The program was the basis for the body of work being presented at the Ladysmith gallery, although Goodship has been painting for about as long as she’s being working with clay but never showing it publicly.

“It feels really great to be shifting and presenting this body of work finally because it’s been some time in the making,” she said.

“Everything I do tends to be inspired by the natural world. We live in such an incredible place.”

When she was 18 years old, Goodship was on an exchange in Japan where she learned about Ikebana - the art of flower arranging.

The time abroad still serves as an inspiration and acts as a the lens through which she sees her surroundings.

“When I’m looking at the natural world I find myself drawing out the design from some of the principles I learned in Ikebana,” she said.

Watercolour paintings are typically limited due to the fact that there’s a certain size canvas used and they are also framed behind glass.

“There’s a certain kind of magic with watercolours that I just find really appealing,” Goodship said.

She has overcome both the challenges to making larger scale paintings after finding big rolls of 140 lb. Arches paper and then adhering it to a cradleboard for support.

Each one is then finished with five coats of a UV protectant varnish.

“I’m just kind of attracted to doing things larger scale,” she said.

“The paintings have a real presence. When you put them on the wall they’re almost like a person in the room. They really stand for something and they fill a space differently than the smaller paintings.”

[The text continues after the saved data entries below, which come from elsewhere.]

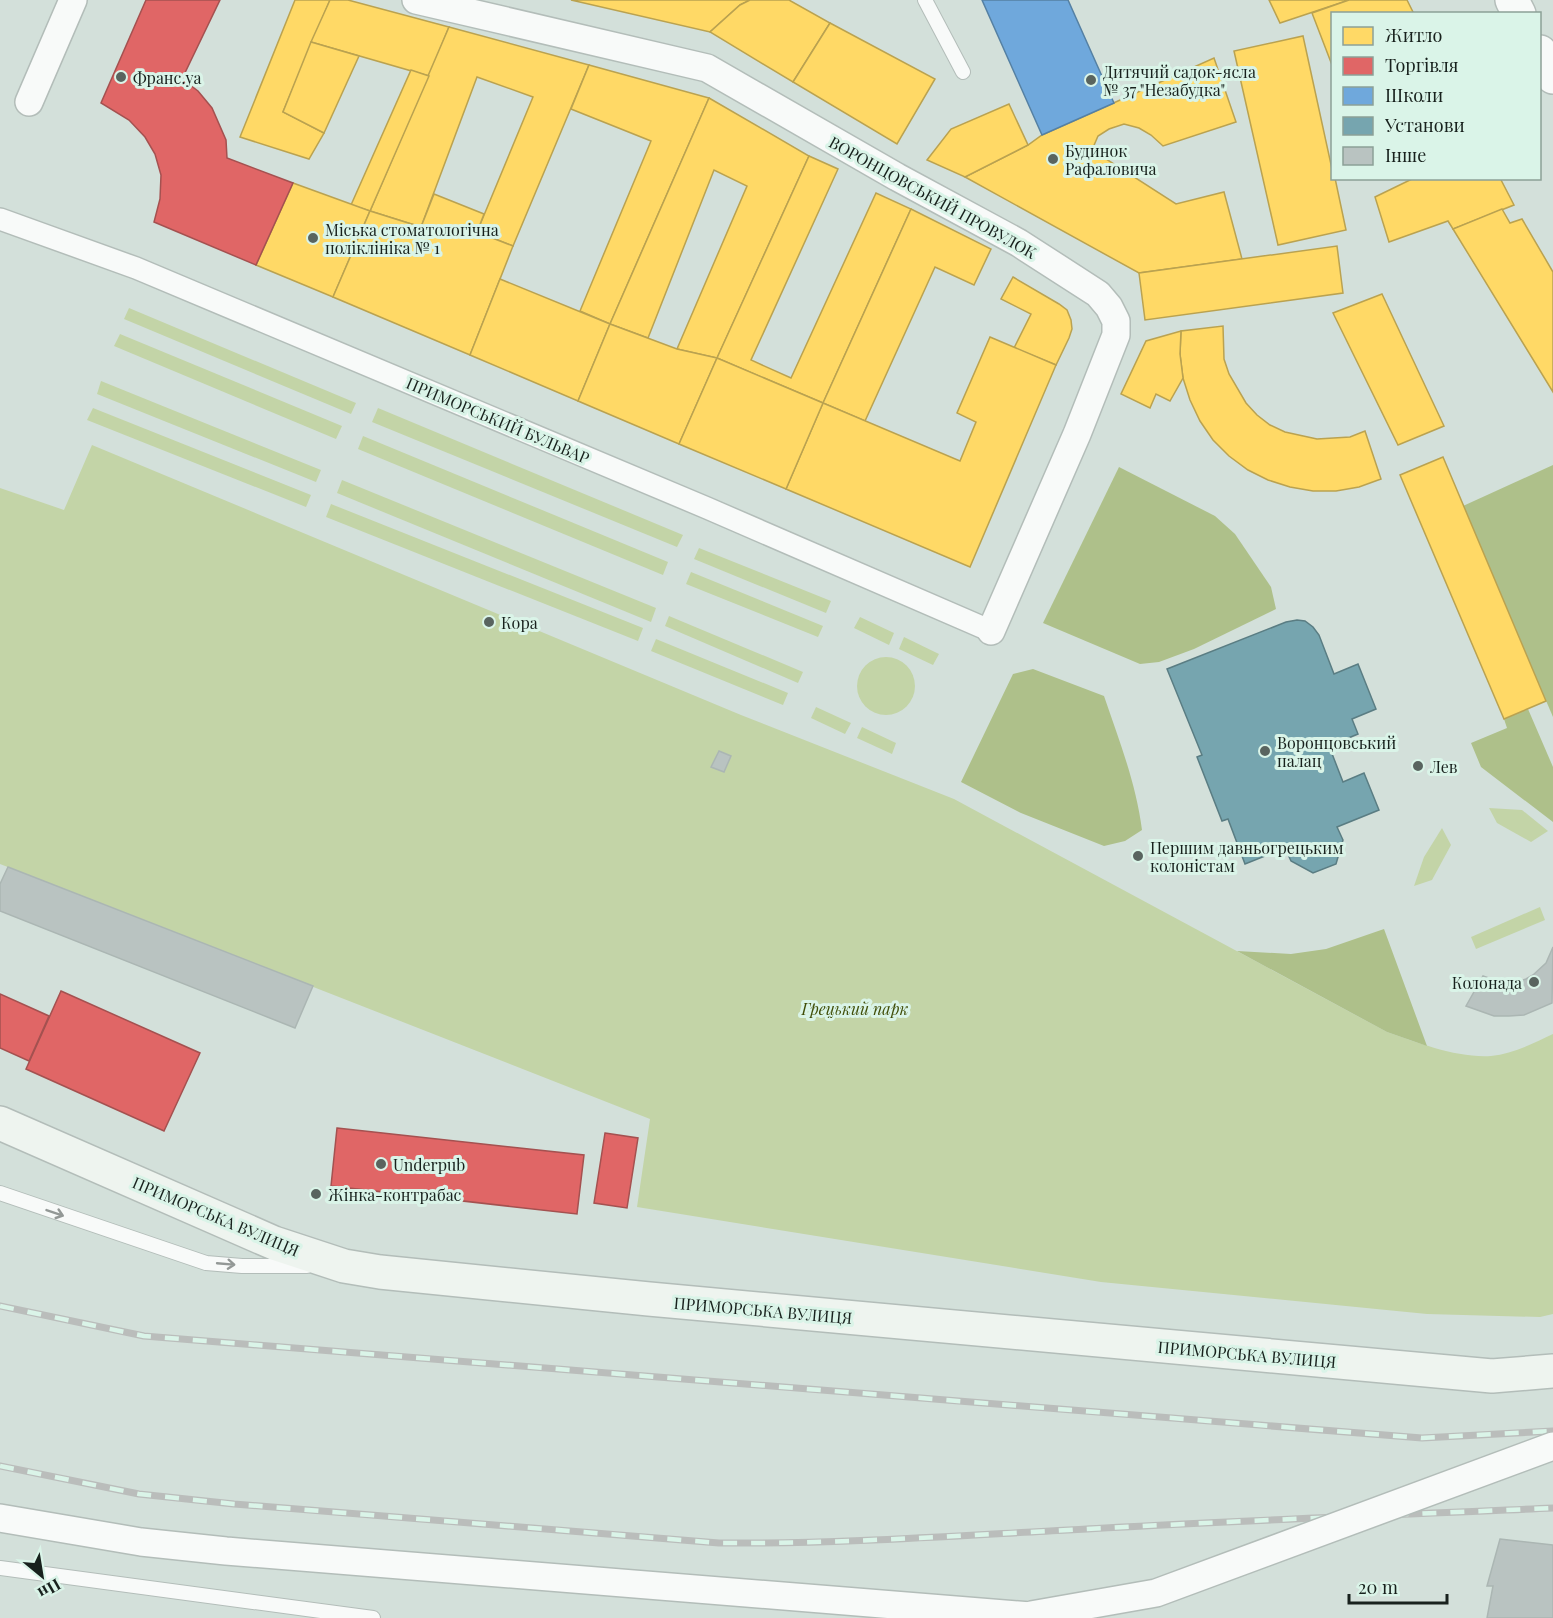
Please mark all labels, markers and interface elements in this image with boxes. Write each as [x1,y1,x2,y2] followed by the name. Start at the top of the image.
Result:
[1331,12,1541,180] legend
[1385,23,1443,47] text: Житло
[1385,53,1459,77] text: Торгівля
[1103,61,1256,100] place label: Дитячий садок-ясла № 37 "Незабудка"
[133,67,201,88] place label: Франс.уа
[114,70,128,84] marker: Франс.уа
[1084,73,1098,87] marker: Дитячий садок-ясла № 37 "Незабудка"
[1385,83,1443,107] text: Школи
[1384,113,1465,137] text: Установи
[825,131,1041,263] street label: ВОРОНЦОВСЬКИЙ ПРОВУЛОК
[1065,140,1157,179] place label: Будинок Рафаловича
[1385,143,1426,167] text: Інше
[1046,152,1060,166] marker: Будинок Рафаловича
[325,219,499,258] place label: Міська стоматологічна поліклініка № 1
[306,231,320,245] marker: Міська стоматологічна поліклініка № 1
[403,372,593,468] street label: ПРИМОРСЬКИЙ БУЛЬВАР
[501,612,538,633] place label: Кора
[482,615,496,629] marker: Кора
[1277,732,1396,771] place label: Воронцовський палац
[1258,744,1272,758] marker: Воронцовський палац
[1429,756,1458,777] place label: Лев
[1411,759,1425,773] marker: Лев
[1150,837,1344,876] place label: Першим давньогрецьким колоністам
[1131,849,1145,863] marker: Першим давньогрецьким колоністам
[1452,972,1522,993] place label: Колонада
[1527,975,1541,989] marker: Колонада
[800,998,909,1019] park label: Грецький парк
[393,1154,465,1175] place label: Underpub
[374,1157,388,1171] marker: Underpub
[130,1171,302,1261] street label: ПРИМОРСЬКА ВУЛИЦЯ
[328,1184,462,1205] place label: Жінка-контрабас
[309,1187,323,1201] marker: Жінка-контрабас
[45,1208,64,1219] one-way arrow
[215,1259,235,1270] one-way arrow
[673,1292,853,1328] street label: ПРИМОРСЬКА ВУЛИЦЯ
[1157,1336,1337,1372] street label: ПРИМОРСЬКА ВУЛИЦЯ
[12,1546,72,1606] north arrow
[1349,1567,1446,1605] scale bar
[35,1575,65,1604] text: Пн
[1358,1575,1398,1599] text: 20 m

She sees producing work of this scale as a new challenge that just gets “exponentially more interesting as they get larger and more complex to solve.”

“You can say more and do more with it as it gets larger.”

Many of her paintings are inspired from photographs she’s taken while out for walks.

Goodship never maps out in advance where she’ll incorporate the white space, which she views as positive rather than negative, or even unfinished.

“It’s been kind of experimental so all of them are pushing an edge for me but it’s a process that’s been very exploratory and fun,” she said.

Her hope is that the exhibit will “encourage awareness of the spacious, teaming environment around us and to encourage acts of attention as a loving gesture towards that which supports us so well.”

As part of the exhibit, Goodship will be in the gallery all this week painting a large watercolour.

“I’m wanting people to understand the process and to get involved in it,” she said.